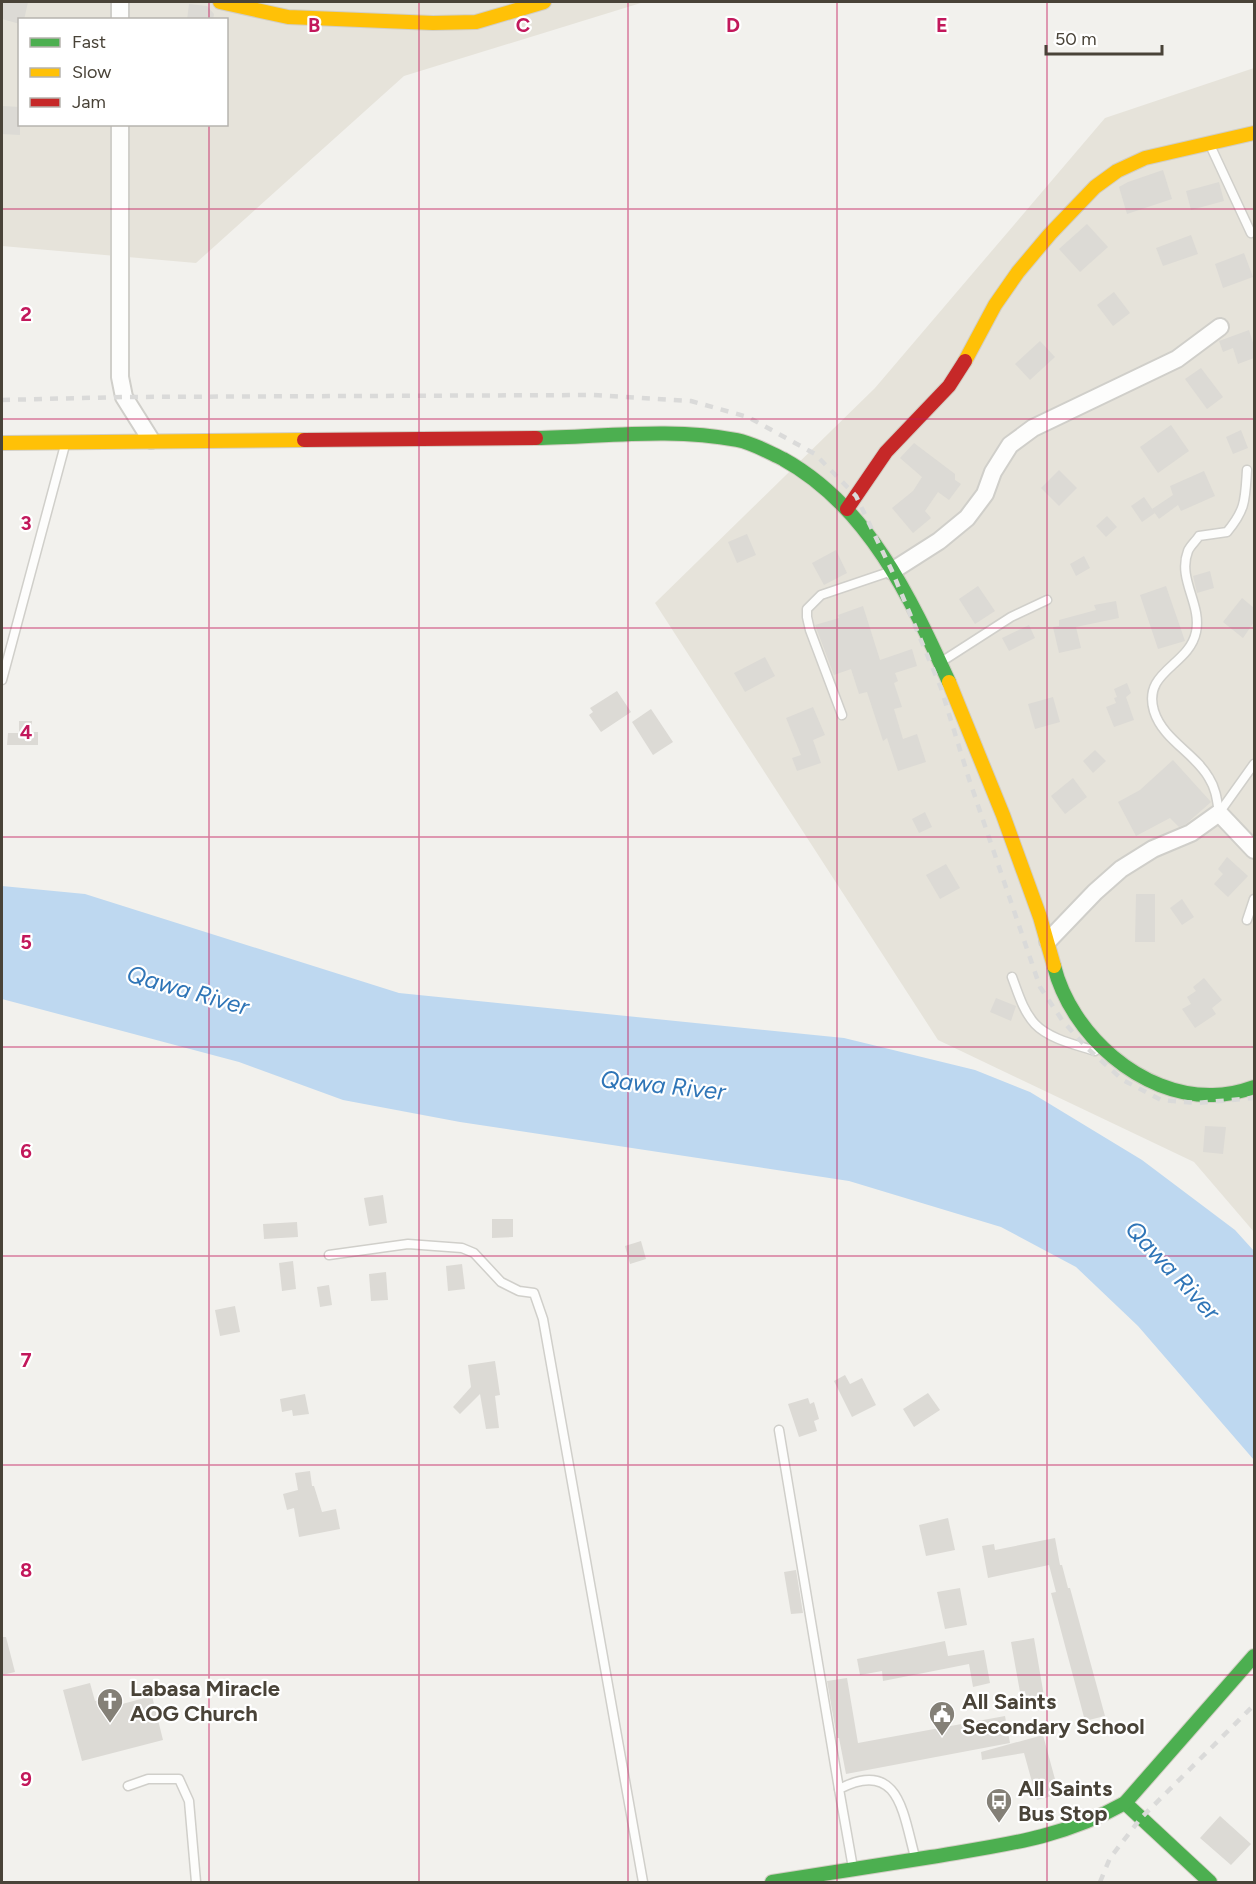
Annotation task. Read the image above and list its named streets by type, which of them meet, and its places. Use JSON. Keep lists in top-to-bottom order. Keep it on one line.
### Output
{"water":["Qawa River"],"places":{"church":["Labasa Miracle AOG Church"],"public building":["All Saints Secondary School"],"bus stop":["All Saints Bus Stop"]},"legend":["Fast","Slow","Jam"],"scale_bar":"50 m","grid":{"columns":["B","C","D","E"],"rows":["2","3","4","5","6","7","8","9"]}}
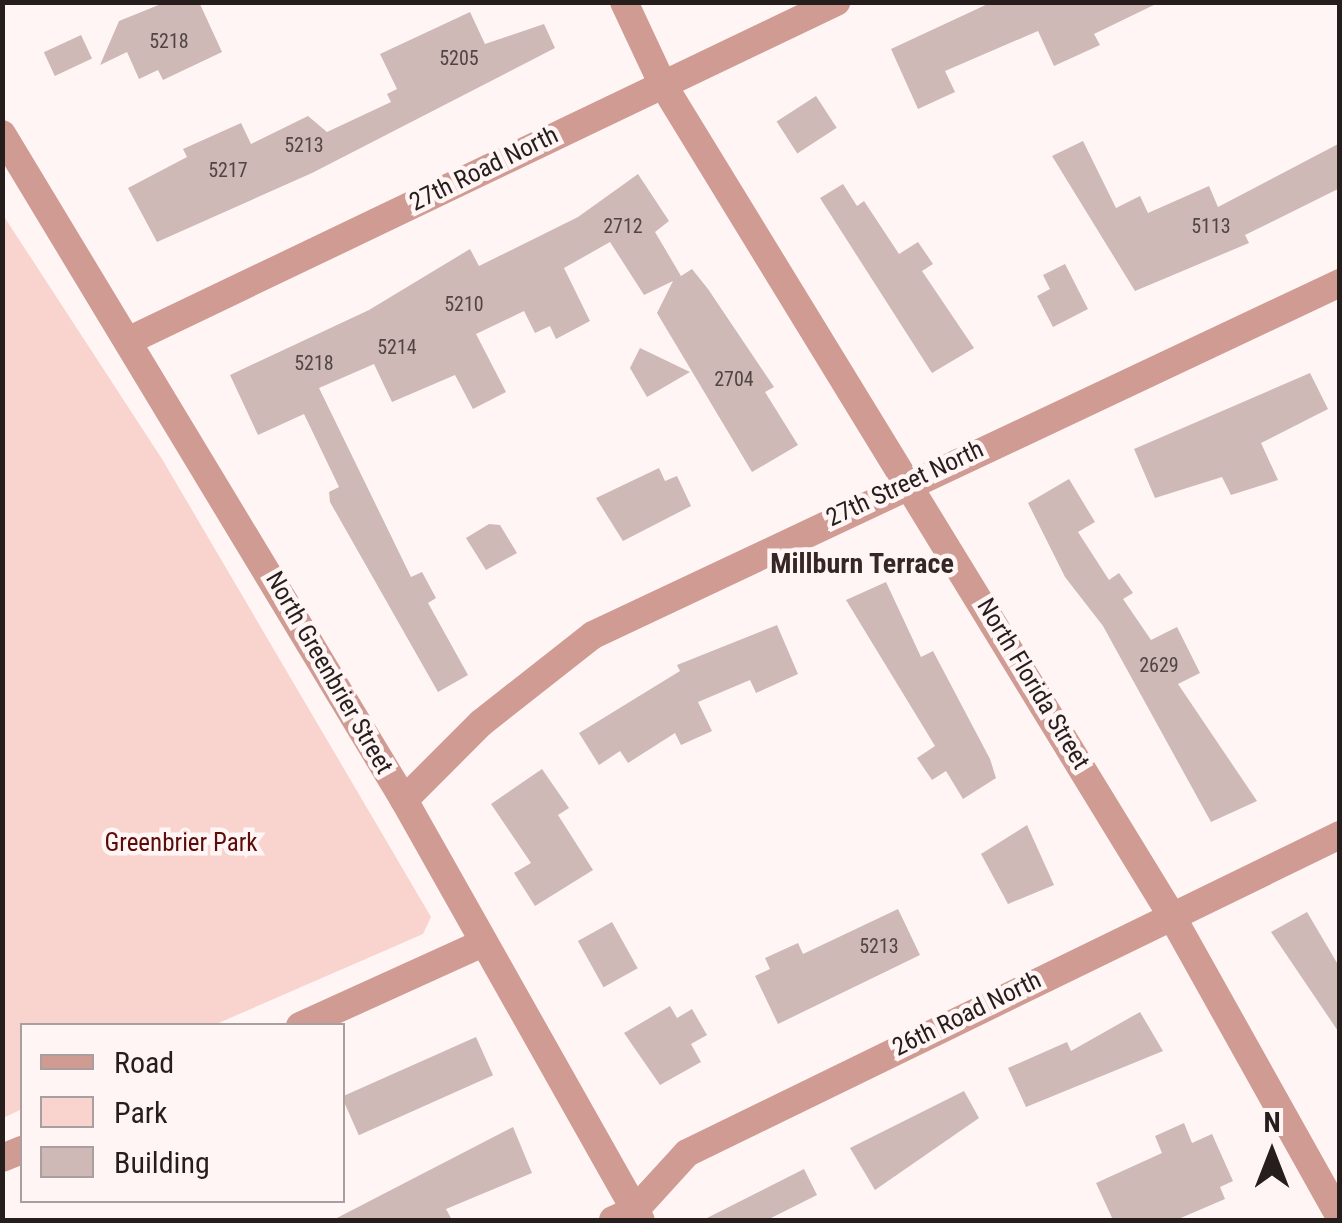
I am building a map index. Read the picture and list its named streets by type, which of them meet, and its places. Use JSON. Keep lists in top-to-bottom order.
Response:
{
  "streets": {
    "street": [
      "27th Road North",
      "27th Street North",
      "North Greenbrier Street",
      "North Florida Street",
      "26th Road North"
    ]
  },
  "crossings": [
    ["27th Road North", "North Greenbrier Street"],
    ["27th Road North", "North Florida Street"],
    ["27th Street North", "North Greenbrier Street"],
    ["27th Street North", "North Florida Street"],
    ["North Greenbrier Street", "26th Road North"],
    ["North Florida Street", "26th Road North"]
  ],
  "districts": ["Millburn Terrace"],
  "parks": ["Greenbrier Park"],
  "house_numbers": [
    "5218",
    "5205",
    "5213",
    "5217",
    "2712",
    "5113",
    "5210",
    "5214",
    "5218",
    "2704",
    "2629",
    "5213"
  ],
  "legend": ["Road", "Park", "Building"],
  "north": "top"
}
------------
◆ Exercise instructions
Exclude images. Return the data above verbatim.

◆ Answer area
Annotation task. Read the image above and list its named streets by type, which of them meet, and its places. Use JSON. Keep lists in top-to-bottom order. Keep it on one line.
### Output
{"water":["Qawa River"],"places":{"church":["Labasa Miracle AOG Church"],"public building":["All Saints Secondary School"],"bus stop":["All Saints Bus Stop"]},"legend":["Fast","Slow","Jam"],"scale_bar":"50 m","grid":{"columns":["B","C","D","E"],"rows":["2","3","4","5","6","7","8","9"]}}
I am building a map index. Read the picture and list its named streets by type, which of them meet, and its places. Use JSON. Keep lists in top-to-bottom order.
Response:
{
  "streets": {
    "street": [
      "27th Road North",
      "27th Street North",
      "North Greenbrier Street",
      "North Florida Street",
      "26th Road North"
    ]
  },
  "crossings": [
    ["27th Road North", "North Greenbrier Street"],
    ["27th Road North", "North Florida Street"],
    ["27th Street North", "North Greenbrier Street"],
    ["27th Street North", "North Florida Street"],
    ["North Greenbrier Street", "26th Road North"],
    ["North Florida Street", "26th Road North"]
  ],
  "districts": ["Millburn Terrace"],
  "parks": ["Greenbrier Park"],
  "house_numbers": [
    "5218",
    "5205",
    "5213",
    "5217",
    "2712",
    "5113",
    "5210",
    "5214",
    "5218",
    "2704",
    "2629",
    "5213"
  ],
  "legend": ["Road", "Park", "Building"],
  "north": "top"
}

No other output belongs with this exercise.